[Stored data]
------------------------------------------------
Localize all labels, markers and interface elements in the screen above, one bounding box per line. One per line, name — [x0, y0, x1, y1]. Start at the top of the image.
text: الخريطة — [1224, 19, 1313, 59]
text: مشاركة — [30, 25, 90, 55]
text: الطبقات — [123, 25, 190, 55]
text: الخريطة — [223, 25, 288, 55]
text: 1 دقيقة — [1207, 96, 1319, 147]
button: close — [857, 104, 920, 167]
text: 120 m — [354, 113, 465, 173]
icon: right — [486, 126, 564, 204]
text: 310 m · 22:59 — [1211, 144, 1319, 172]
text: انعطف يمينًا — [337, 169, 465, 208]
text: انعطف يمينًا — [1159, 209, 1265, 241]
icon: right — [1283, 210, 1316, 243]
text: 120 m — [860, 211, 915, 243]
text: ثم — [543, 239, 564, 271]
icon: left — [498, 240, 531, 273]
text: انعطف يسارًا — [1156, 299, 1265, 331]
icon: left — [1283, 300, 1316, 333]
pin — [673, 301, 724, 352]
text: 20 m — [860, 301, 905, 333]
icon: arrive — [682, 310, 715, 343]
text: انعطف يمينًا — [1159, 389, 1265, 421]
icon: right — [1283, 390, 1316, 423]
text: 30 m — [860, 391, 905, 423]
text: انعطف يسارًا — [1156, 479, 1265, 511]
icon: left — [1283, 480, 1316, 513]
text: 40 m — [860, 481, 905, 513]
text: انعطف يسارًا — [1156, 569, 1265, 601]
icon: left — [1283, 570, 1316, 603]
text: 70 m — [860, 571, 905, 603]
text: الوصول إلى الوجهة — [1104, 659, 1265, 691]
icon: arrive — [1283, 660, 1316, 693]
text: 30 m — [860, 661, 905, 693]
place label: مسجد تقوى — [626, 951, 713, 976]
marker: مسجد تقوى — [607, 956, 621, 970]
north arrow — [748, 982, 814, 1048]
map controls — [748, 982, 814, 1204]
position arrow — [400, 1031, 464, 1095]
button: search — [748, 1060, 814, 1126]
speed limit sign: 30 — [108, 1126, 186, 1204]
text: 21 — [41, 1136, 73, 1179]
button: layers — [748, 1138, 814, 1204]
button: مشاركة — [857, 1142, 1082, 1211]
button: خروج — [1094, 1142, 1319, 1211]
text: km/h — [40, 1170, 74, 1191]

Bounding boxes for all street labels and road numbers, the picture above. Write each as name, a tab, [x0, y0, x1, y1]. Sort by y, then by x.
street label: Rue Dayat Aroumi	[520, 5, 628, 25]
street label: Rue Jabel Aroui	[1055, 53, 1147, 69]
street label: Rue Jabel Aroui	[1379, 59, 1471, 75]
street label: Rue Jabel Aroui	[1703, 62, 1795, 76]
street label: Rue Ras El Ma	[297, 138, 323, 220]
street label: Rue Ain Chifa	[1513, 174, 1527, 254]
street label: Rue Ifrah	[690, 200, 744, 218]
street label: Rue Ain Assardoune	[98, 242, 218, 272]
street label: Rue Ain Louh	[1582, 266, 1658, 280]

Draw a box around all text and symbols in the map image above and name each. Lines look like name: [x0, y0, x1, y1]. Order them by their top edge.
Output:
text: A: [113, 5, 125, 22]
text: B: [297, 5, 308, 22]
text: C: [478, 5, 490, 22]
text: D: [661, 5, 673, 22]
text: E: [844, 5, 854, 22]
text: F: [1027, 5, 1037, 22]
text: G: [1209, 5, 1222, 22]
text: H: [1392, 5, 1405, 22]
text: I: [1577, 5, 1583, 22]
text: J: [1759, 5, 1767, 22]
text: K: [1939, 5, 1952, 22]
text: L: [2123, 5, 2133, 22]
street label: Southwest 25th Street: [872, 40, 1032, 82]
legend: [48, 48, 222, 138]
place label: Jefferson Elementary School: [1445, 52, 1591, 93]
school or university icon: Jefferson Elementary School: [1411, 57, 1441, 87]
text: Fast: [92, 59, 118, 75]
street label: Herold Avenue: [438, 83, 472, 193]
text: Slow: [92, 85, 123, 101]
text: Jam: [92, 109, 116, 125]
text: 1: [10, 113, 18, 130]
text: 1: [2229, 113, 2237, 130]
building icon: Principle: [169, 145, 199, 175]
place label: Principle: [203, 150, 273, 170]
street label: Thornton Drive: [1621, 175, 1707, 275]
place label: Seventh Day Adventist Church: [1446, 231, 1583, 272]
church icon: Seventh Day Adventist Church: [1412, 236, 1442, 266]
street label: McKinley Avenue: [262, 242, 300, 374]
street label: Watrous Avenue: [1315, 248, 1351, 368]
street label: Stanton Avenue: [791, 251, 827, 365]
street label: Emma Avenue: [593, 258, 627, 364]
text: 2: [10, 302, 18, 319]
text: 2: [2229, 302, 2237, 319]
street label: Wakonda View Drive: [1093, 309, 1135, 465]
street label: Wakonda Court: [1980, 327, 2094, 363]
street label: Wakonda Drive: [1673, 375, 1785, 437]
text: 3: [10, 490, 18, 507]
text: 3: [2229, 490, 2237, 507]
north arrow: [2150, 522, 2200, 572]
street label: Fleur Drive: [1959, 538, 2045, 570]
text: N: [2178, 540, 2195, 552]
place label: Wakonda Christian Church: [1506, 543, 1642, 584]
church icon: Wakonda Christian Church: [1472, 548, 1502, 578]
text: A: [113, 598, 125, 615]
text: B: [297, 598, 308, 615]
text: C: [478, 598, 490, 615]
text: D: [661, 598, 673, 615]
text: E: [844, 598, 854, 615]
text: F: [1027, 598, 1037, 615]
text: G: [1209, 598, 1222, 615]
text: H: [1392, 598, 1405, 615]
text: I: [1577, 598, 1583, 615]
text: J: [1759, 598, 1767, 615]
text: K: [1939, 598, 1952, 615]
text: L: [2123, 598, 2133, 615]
------------------------------------------------
• Exercise aim
Each line above needs to be returned exactly as it is.

• Exercise answer
Localize all labels, markers and interface elements in the screen above, one bounding box per line. One per line, name — [x0, y0, x1, y1]. Start at the top of the image.
text: الخريطة — [1224, 19, 1313, 59]
text: مشاركة — [30, 25, 90, 55]
text: الطبقات — [123, 25, 190, 55]
text: الخريطة — [223, 25, 288, 55]
text: 1 دقيقة — [1207, 96, 1319, 147]
button: close — [857, 104, 920, 167]
text: 120 m — [354, 113, 465, 173]
icon: right — [486, 126, 564, 204]
text: 310 m · 22:59 — [1211, 144, 1319, 172]
text: انعطف يمينًا — [337, 169, 465, 208]
text: انعطف يمينًا — [1159, 209, 1265, 241]
icon: right — [1283, 210, 1316, 243]
text: 120 m — [860, 211, 915, 243]
text: ثم — [543, 239, 564, 271]
icon: left — [498, 240, 531, 273]
text: انعطف يسارًا — [1156, 299, 1265, 331]
icon: left — [1283, 300, 1316, 333]
pin — [673, 301, 724, 352]
text: 20 m — [860, 301, 905, 333]
icon: arrive — [682, 310, 715, 343]
text: انعطف يمينًا — [1159, 389, 1265, 421]
icon: right — [1283, 390, 1316, 423]
text: 30 m — [860, 391, 905, 423]
text: انعطف يسارًا — [1156, 479, 1265, 511]
icon: left — [1283, 480, 1316, 513]
text: 40 m — [860, 481, 905, 513]
text: انعطف يسارًا — [1156, 569, 1265, 601]
icon: left — [1283, 570, 1316, 603]
text: 70 m — [860, 571, 905, 603]
text: الوصول إلى الوجهة — [1104, 659, 1265, 691]
icon: arrive — [1283, 660, 1316, 693]
text: 30 m — [860, 661, 905, 693]
place label: مسجد تقوى — [626, 951, 713, 976]
marker: مسجد تقوى — [607, 956, 621, 970]
north arrow — [748, 982, 814, 1048]
map controls — [748, 982, 814, 1204]
position arrow — [400, 1031, 464, 1095]
button: search — [748, 1060, 814, 1126]
speed limit sign: 30 — [108, 1126, 186, 1204]
text: 21 — [41, 1136, 73, 1179]
button: layers — [748, 1138, 814, 1204]
button: مشاركة — [857, 1142, 1082, 1211]
button: خروج — [1094, 1142, 1319, 1211]
text: km/h — [40, 1170, 74, 1191]

Bounding boxes for all street labels and road numbers, the picture above. Write each as name, a tab, [x0, y0, x1, y1]. Sort by y, then by x.
street label: Rue Dayat Aroumi	[520, 5, 628, 25]
street label: Rue Jabel Aroui	[1055, 53, 1147, 69]
street label: Rue Jabel Aroui	[1379, 59, 1471, 75]
street label: Rue Jabel Aroui	[1703, 62, 1795, 76]
street label: Rue Ras El Ma	[297, 138, 323, 220]
street label: Rue Ain Chifa	[1513, 174, 1527, 254]
street label: Rue Ifrah	[690, 200, 744, 218]
street label: Rue Ain Assardoune	[98, 242, 218, 272]
street label: Rue Ain Louh	[1582, 266, 1658, 280]

Draw a box around all text and symbols in the map image above and name each. Lines look like name: [x0, y0, x1, y1]. Order them by their top edge.
Output:
text: A: [113, 5, 125, 22]
text: B: [297, 5, 308, 22]
text: C: [478, 5, 490, 22]
text: D: [661, 5, 673, 22]
text: E: [844, 5, 854, 22]
text: F: [1027, 5, 1037, 22]
text: G: [1209, 5, 1222, 22]
text: H: [1392, 5, 1405, 22]
text: I: [1577, 5, 1583, 22]
text: J: [1759, 5, 1767, 22]
text: K: [1939, 5, 1952, 22]
text: L: [2123, 5, 2133, 22]
street label: Southwest 25th Street: [872, 40, 1032, 82]
legend: [48, 48, 222, 138]
place label: Jefferson Elementary School: [1445, 52, 1591, 93]
school or university icon: Jefferson Elementary School: [1411, 57, 1441, 87]
text: Fast: [92, 59, 118, 75]
street label: Herold Avenue: [438, 83, 472, 193]
text: Slow: [92, 85, 123, 101]
text: Jam: [92, 109, 116, 125]
text: 1: [10, 113, 18, 130]
text: 1: [2229, 113, 2237, 130]
building icon: Principle: [169, 145, 199, 175]
place label: Principle: [203, 150, 273, 170]
street label: Thornton Drive: [1621, 175, 1707, 275]
place label: Seventh Day Adventist Church: [1446, 231, 1583, 272]
church icon: Seventh Day Adventist Church: [1412, 236, 1442, 266]
street label: McKinley Avenue: [262, 242, 300, 374]
street label: Watrous Avenue: [1315, 248, 1351, 368]
street label: Stanton Avenue: [791, 251, 827, 365]
street label: Emma Avenue: [593, 258, 627, 364]
text: 2: [10, 302, 18, 319]
text: 2: [2229, 302, 2237, 319]
street label: Wakonda View Drive: [1093, 309, 1135, 465]
street label: Wakonda Court: [1980, 327, 2094, 363]
street label: Wakonda Drive: [1673, 375, 1785, 437]
text: 3: [10, 490, 18, 507]
text: 3: [2229, 490, 2237, 507]
north arrow: [2150, 522, 2200, 572]
street label: Fleur Drive: [1959, 538, 2045, 570]
text: N: [2178, 540, 2195, 552]
place label: Wakonda Christian Church: [1506, 543, 1642, 584]
church icon: Wakonda Christian Church: [1472, 548, 1502, 578]
text: A: [113, 598, 125, 615]
text: B: [297, 598, 308, 615]
text: C: [478, 598, 490, 615]
text: D: [661, 598, 673, 615]
text: E: [844, 598, 854, 615]
text: F: [1027, 598, 1037, 615]
text: G: [1209, 598, 1222, 615]
text: H: [1392, 598, 1405, 615]
text: I: [1577, 598, 1583, 615]
text: J: [1759, 598, 1767, 615]
text: K: [1939, 598, 1952, 615]
text: L: [2123, 598, 2133, 615]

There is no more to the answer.